Why Shared Workspace is More than Just Desks and Chairs
Shared workspace is fast becoming the trend for entrepreneurs and early adopters in South Africa, with more and more start-ups moving out of their garages and into spacious, trendy buildings that have been renovated and dedicated to the concept that is co-working, like Workshop17 in the Watershed at the V & A Waterfront. Workshop17 is a V&A initiative, designed, and operated by OPEN.
“Technology has changed how we behave as a society and community,” says Westleigh Wilkinson, director of OPEN, “so it follows that how we work must change as well. Businesses cannot afford to lock their people away in closed offices anymore, or be stuffed into shoe-box cubicles. At least, not if they want to keep on innovating.”

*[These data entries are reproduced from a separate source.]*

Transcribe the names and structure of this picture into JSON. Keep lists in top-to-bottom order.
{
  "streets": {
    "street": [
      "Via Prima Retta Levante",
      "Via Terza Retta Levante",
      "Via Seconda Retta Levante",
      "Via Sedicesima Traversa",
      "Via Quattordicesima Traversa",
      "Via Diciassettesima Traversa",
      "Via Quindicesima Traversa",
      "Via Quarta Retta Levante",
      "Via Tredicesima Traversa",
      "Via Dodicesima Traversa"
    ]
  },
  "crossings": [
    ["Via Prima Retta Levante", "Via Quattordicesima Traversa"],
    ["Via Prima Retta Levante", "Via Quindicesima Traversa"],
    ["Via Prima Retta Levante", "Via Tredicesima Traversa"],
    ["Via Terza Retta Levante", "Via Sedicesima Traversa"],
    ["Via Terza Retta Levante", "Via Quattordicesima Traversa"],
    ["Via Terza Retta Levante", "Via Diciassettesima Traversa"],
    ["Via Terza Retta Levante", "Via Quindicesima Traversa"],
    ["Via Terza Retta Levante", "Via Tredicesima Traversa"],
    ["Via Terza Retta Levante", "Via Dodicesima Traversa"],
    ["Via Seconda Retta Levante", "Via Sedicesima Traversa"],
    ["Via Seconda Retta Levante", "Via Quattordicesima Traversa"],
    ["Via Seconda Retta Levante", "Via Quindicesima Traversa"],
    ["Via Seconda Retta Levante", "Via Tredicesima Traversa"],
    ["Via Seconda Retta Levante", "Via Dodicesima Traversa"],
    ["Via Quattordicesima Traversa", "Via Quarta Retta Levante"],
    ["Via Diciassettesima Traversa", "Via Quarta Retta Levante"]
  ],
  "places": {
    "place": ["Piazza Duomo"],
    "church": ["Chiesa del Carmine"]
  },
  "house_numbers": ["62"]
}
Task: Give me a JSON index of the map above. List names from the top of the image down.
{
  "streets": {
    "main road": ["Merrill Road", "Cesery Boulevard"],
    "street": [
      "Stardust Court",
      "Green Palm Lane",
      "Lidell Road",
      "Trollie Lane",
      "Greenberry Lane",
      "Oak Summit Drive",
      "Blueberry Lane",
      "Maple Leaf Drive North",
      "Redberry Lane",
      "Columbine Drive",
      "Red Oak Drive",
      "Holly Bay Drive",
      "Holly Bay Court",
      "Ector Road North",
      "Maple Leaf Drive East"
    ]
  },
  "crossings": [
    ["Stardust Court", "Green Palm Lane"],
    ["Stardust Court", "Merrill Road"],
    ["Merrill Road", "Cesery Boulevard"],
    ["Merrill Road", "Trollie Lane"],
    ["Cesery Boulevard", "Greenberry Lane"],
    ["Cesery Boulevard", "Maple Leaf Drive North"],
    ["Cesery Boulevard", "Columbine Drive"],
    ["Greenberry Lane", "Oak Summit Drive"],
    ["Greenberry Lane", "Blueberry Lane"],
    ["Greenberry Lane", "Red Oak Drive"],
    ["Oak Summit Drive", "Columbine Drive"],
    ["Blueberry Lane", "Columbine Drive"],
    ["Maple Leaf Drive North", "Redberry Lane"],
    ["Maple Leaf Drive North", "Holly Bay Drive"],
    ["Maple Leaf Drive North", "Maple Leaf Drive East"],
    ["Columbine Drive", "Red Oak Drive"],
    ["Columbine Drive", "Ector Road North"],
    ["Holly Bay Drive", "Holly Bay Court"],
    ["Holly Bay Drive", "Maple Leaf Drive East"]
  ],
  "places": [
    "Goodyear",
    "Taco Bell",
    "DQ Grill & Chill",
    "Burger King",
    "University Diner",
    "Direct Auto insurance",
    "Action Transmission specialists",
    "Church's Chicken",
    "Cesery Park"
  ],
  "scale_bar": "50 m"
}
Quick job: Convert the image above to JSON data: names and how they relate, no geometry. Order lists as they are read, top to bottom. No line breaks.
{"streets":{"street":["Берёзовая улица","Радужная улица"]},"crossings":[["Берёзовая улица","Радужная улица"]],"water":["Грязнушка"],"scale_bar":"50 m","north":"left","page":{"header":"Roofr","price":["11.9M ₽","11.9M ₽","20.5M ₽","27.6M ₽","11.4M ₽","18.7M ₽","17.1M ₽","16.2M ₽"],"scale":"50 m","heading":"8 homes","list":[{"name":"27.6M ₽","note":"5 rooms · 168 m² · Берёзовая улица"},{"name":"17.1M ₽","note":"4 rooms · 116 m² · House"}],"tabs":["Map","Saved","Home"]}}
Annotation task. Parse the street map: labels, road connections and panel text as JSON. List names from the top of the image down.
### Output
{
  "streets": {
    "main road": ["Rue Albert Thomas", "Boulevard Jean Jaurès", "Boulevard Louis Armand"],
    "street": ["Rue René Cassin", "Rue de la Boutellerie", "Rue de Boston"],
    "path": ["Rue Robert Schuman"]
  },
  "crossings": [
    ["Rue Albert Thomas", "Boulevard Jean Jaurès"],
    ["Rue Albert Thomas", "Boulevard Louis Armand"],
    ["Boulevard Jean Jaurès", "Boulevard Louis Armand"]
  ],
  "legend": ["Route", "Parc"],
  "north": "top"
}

Entrepreneurs and start-ups, attracted by the idea of a shared burden of expense and the opportunity to mingle with like-minded people, are thriving under the added benefit of community and collaboration often associated with a shared workspace.
“The next generation of shared workspace is moving beyond simply providing a large room with desks and chairs in it,” says Westleigh, “and is now evolving into a more deliberate manipulation of the environment and moveable elements to better provoke spontaneous and natural collaboration, innovation and networking.”
“That’s what we moved to Workshop17, after looking for a year for a place that was right for us,” says Vincent Raffray, founding partner and creative director of Future Collective. “Future Collective’s mandate is to create a forever brand for our clients, and to do so effectively, our built-in radar for things authentic and relevant is in overdrive. We felt a real harmony with Workshop17 and the ethos behind what they are trying to achieve. It’s all about community and collaboration, about bumping into people and forming bigger, better ideas. The tables and chairs, and great coffee shop and world class meeting rooms are not the focus. Rather, they are the tools that help us lean into what we can become as a business, and as innovators.”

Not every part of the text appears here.